**Provided records:**
——————————

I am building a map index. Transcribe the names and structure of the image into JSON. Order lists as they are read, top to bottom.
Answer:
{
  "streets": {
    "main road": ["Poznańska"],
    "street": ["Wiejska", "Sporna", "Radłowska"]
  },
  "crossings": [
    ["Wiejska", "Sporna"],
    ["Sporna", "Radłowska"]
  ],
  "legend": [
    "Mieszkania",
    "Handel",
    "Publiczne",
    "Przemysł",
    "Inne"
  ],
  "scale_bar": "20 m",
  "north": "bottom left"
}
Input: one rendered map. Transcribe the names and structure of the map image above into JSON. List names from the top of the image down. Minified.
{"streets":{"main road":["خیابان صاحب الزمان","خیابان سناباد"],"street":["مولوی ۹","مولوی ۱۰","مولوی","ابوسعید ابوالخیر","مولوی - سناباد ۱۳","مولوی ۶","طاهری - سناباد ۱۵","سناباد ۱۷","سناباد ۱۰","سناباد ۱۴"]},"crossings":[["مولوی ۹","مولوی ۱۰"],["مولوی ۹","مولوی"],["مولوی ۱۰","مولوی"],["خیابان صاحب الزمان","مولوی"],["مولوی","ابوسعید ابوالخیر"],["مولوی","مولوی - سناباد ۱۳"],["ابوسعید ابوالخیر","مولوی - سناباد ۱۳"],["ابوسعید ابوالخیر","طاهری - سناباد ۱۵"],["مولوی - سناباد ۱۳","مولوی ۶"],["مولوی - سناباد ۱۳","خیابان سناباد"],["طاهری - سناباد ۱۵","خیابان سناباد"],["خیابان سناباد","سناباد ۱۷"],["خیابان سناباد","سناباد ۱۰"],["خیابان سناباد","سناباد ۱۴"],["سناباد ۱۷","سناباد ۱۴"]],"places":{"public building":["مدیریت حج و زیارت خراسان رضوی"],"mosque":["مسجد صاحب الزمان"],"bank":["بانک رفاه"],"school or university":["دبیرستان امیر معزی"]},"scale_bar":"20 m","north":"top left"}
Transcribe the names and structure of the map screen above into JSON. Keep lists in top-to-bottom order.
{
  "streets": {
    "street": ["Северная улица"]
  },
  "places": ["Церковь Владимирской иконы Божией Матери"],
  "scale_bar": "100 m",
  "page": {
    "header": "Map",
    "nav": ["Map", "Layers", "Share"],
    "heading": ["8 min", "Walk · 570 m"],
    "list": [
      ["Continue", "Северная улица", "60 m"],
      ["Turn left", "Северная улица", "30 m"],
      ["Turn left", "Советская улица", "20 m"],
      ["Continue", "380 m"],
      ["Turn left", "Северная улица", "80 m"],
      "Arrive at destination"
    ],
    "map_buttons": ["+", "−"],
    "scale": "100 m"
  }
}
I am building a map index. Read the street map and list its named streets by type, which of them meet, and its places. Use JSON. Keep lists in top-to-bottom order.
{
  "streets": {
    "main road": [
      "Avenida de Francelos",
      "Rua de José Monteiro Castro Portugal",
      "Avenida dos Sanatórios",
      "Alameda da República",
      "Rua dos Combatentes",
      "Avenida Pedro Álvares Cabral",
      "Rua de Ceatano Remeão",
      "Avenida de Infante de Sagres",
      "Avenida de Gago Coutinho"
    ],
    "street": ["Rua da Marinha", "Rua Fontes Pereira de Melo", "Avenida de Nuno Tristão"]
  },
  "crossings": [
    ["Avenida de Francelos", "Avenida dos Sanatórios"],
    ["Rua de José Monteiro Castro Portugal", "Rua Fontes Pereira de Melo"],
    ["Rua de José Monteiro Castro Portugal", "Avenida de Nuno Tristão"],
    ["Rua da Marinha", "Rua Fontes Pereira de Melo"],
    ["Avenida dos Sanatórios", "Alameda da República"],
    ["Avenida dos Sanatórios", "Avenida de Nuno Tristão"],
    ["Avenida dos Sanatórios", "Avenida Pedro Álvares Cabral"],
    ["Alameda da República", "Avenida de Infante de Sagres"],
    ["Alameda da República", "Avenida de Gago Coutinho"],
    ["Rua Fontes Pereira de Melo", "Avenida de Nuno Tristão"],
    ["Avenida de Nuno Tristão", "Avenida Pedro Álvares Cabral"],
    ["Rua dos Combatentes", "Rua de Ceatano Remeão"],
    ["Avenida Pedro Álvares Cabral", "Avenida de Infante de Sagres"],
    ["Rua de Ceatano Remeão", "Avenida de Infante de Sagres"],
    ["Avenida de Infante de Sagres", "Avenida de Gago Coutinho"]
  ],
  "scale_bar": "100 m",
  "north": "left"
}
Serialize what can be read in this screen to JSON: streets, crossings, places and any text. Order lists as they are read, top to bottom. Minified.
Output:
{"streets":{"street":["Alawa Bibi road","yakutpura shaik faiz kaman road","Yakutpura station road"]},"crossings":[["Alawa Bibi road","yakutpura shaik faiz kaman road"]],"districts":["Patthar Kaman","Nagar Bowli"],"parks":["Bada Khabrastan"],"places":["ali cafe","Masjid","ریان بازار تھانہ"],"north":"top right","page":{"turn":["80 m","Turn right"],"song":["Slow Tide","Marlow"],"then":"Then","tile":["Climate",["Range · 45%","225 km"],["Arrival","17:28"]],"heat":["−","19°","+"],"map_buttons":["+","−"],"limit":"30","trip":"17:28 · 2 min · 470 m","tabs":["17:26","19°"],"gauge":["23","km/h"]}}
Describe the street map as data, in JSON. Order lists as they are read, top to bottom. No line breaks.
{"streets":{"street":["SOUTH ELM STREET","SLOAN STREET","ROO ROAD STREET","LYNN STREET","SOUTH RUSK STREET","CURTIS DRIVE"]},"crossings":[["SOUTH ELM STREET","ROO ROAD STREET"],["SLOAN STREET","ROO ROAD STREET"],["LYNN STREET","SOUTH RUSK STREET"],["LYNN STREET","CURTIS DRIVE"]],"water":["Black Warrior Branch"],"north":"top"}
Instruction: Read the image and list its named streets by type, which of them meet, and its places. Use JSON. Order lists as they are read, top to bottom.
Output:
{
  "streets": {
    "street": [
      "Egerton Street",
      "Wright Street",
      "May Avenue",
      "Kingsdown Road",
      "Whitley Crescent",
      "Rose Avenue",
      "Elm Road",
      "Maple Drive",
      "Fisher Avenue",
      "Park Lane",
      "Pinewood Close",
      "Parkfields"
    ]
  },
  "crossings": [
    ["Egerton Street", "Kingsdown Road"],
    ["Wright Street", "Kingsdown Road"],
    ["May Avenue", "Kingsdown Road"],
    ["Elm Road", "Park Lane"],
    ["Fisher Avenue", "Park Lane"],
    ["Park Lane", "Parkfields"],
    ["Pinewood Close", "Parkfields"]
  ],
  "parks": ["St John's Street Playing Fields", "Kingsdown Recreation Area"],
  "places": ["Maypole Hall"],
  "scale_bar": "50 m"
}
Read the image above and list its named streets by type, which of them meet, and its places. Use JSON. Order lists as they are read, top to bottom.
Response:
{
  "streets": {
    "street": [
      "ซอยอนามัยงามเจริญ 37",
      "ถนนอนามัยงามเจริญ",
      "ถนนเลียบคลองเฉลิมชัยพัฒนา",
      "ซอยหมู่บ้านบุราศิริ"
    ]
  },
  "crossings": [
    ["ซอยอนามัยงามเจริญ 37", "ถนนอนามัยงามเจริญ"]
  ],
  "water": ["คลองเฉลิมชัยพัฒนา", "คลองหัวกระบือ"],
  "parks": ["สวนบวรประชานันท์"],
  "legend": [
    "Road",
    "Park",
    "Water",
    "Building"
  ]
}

——————————

**Assignment:**
Reproduce each line of the material exactly as given.

**Task result:**
I am building a map index. Transcribe the names and structure of the image into JSON. Order lists as they are read, top to bottom.
Answer:
{
  "streets": {
    "main road": ["Poznańska"],
    "street": ["Wiejska", "Sporna", "Radłowska"]
  },
  "crossings": [
    ["Wiejska", "Sporna"],
    ["Sporna", "Radłowska"]
  ],
  "legend": [
    "Mieszkania",
    "Handel",
    "Publiczne",
    "Przemysł",
    "Inne"
  ],
  "scale_bar": "20 m",
  "north": "bottom left"
}
Input: one rendered map. Transcribe the names and structure of the map image above into JSON. List names from the top of the image down. Minified.
{"streets":{"main road":["خیابان صاحب الزمان","خیابان سناباد"],"street":["مولوی ۹","مولوی ۱۰","مولوی","ابوسعید ابوالخیر","مولوی - سناباد ۱۳","مولوی ۶","طاهری - سناباد ۱۵","سناباد ۱۷","سناباد ۱۰","سناباد ۱۴"]},"crossings":[["مولوی ۹","مولوی ۱۰"],["مولوی ۹","مولوی"],["مولوی ۱۰","مولوی"],["خیابان صاحب الزمان","مولوی"],["مولوی","ابوسعید ابوالخیر"],["مولوی","مولوی - سناباد ۱۳"],["ابوسعید ابوالخیر","مولوی - سناباد ۱۳"],["ابوسعید ابوالخیر","طاهری - سناباد ۱۵"],["مولوی - سناباد ۱۳","مولوی ۶"],["مولوی - سناباد ۱۳","خیابان سناباد"],["طاهری - سناباد ۱۵","خیابان سناباد"],["خیابان سناباد","سناباد ۱۷"],["خیابان سناباد","سناباد ۱۰"],["خیابان سناباد","سناباد ۱۴"],["سناباد ۱۷","سناباد ۱۴"]],"places":{"public building":["مدیریت حج و زیارت خراسان رضوی"],"mosque":["مسجد صاحب الزمان"],"bank":["بانک رفاه"],"school or university":["دبیرستان امیر معزی"]},"scale_bar":"20 m","north":"top left"}
Transcribe the names and structure of the map screen above into JSON. Keep lists in top-to-bottom order.
{
  "streets": {
    "street": ["Северная улица"]
  },
  "places": ["Церковь Владимирской иконы Божией Матери"],
  "scale_bar": "100 m",
  "page": {
    "header": "Map",
    "nav": ["Map", "Layers", "Share"],
    "heading": ["8 min", "Walk · 570 m"],
    "list": [
      ["Continue", "Северная улица", "60 m"],
      ["Turn left", "Северная улица", "30 m"],
      ["Turn left", "Советская улица", "20 m"],
      ["Continue", "380 m"],
      ["Turn left", "Северная улица", "80 m"],
      "Arrive at destination"
    ],
    "map_buttons": ["+", "−"],
    "scale": "100 m"
  }
}
I am building a map index. Read the street map and list its named streets by type, which of them meet, and its places. Use JSON. Keep lists in top-to-bottom order.
{
  "streets": {
    "main road": [
      "Avenida de Francelos",
      "Rua de José Monteiro Castro Portugal",
      "Avenida dos Sanatórios",
      "Alameda da República",
      "Rua dos Combatentes",
      "Avenida Pedro Álvares Cabral",
      "Rua de Ceatano Remeão",
      "Avenida de Infante de Sagres",
      "Avenida de Gago Coutinho"
    ],
    "street": ["Rua da Marinha", "Rua Fontes Pereira de Melo", "Avenida de Nuno Tristão"]
  },
  "crossings": [
    ["Avenida de Francelos", "Avenida dos Sanatórios"],
    ["Rua de José Monteiro Castro Portugal", "Rua Fontes Pereira de Melo"],
    ["Rua de José Monteiro Castro Portugal", "Avenida de Nuno Tristão"],
    ["Rua da Marinha", "Rua Fontes Pereira de Melo"],
    ["Avenida dos Sanatórios", "Alameda da República"],
    ["Avenida dos Sanatórios", "Avenida de Nuno Tristão"],
    ["Avenida dos Sanatórios", "Avenida Pedro Álvares Cabral"],
    ["Alameda da República", "Avenida de Infante de Sagres"],
    ["Alameda da República", "Avenida de Gago Coutinho"],
    ["Rua Fontes Pereira de Melo", "Avenida de Nuno Tristão"],
    ["Avenida de Nuno Tristão", "Avenida Pedro Álvares Cabral"],
    ["Rua dos Combatentes", "Rua de Ceatano Remeão"],
    ["Avenida Pedro Álvares Cabral", "Avenida de Infante de Sagres"],
    ["Rua de Ceatano Remeão", "Avenida de Infante de Sagres"],
    ["Avenida de Infante de Sagres", "Avenida de Gago Coutinho"]
  ],
  "scale_bar": "100 m",
  "north": "left"
}
Serialize what can be read in this screen to JSON: streets, crossings, places and any text. Order lists as they are read, top to bottom. Minified.
Output:
{"streets":{"street":["Alawa Bibi road","yakutpura shaik faiz kaman road","Yakutpura station road"]},"crossings":[["Alawa Bibi road","yakutpura shaik faiz kaman road"]],"districts":["Patthar Kaman","Nagar Bowli"],"parks":["Bada Khabrastan"],"places":["ali cafe","Masjid","ریان بازار تھانہ"],"north":"top right","page":{"turn":["80 m","Turn right"],"song":["Slow Tide","Marlow"],"then":"Then","tile":["Climate",["Range · 45%","225 km"],["Arrival","17:28"]],"heat":["−","19°","+"],"map_buttons":["+","−"],"limit":"30","trip":"17:28 · 2 min · 470 m","tabs":["17:26","19°"],"gauge":["23","km/h"]}}
Describe the street map as data, in JSON. Order lists as they are read, top to bottom. No line breaks.
{"streets":{"street":["SOUTH ELM STREET","SLOAN STREET","ROO ROAD STREET","LYNN STREET","SOUTH RUSK STREET","CURTIS DRIVE"]},"crossings":[["SOUTH ELM STREET","ROO ROAD STREET"],["SLOAN STREET","ROO ROAD STREET"],["LYNN STREET","SOUTH RUSK STREET"],["LYNN STREET","CURTIS DRIVE"]],"water":["Black Warrior Branch"],"north":"top"}
Instruction: Read the image and list its named streets by type, which of them meet, and its places. Use JSON. Order lists as they are read, top to bottom.
Output:
{
  "streets": {
    "street": [
      "Egerton Street",
      "Wright Street",
      "May Avenue",
      "Kingsdown Road",
      "Whitley Crescent",
      "Rose Avenue",
      "Elm Road",
      "Maple Drive",
      "Fisher Avenue",
      "Park Lane",
      "Pinewood Close",
      "Parkfields"
    ]
  },
  "crossings": [
    ["Egerton Street", "Kingsdown Road"],
    ["Wright Street", "Kingsdown Road"],
    ["May Avenue", "Kingsdown Road"],
    ["Elm Road", "Park Lane"],
    ["Fisher Avenue", "Park Lane"],
    ["Park Lane", "Parkfields"],
    ["Pinewood Close", "Parkfields"]
  ],
  "parks": ["St John's Street Playing Fields", "Kingsdown Recreation Area"],
  "places": ["Maypole Hall"],
  "scale_bar": "50 m"
}
Read the image above and list its named streets by type, which of them meet, and its places. Use JSON. Order lists as they are read, top to bottom.
Response:
{
  "streets": {
    "street": [
      "ซอยอนามัยงามเจริญ 37",
      "ถนนอนามัยงามเจริญ",
      "ถนนเลียบคลองเฉลิมชัยพัฒนา",
      "ซอยหมู่บ้านบุราศิริ"
    ]
  },
  "crossings": [
    ["ซอยอนามัยงามเจริญ 37", "ถนนอนามัยงามเจริญ"]
  ],
  "water": ["คลองเฉลิมชัยพัฒนา", "คลองหัวกระบือ"],
  "parks": ["สวนบวรประชานันท์"],
  "legend": [
    "Road",
    "Park",
    "Water",
    "Building"
  ]
}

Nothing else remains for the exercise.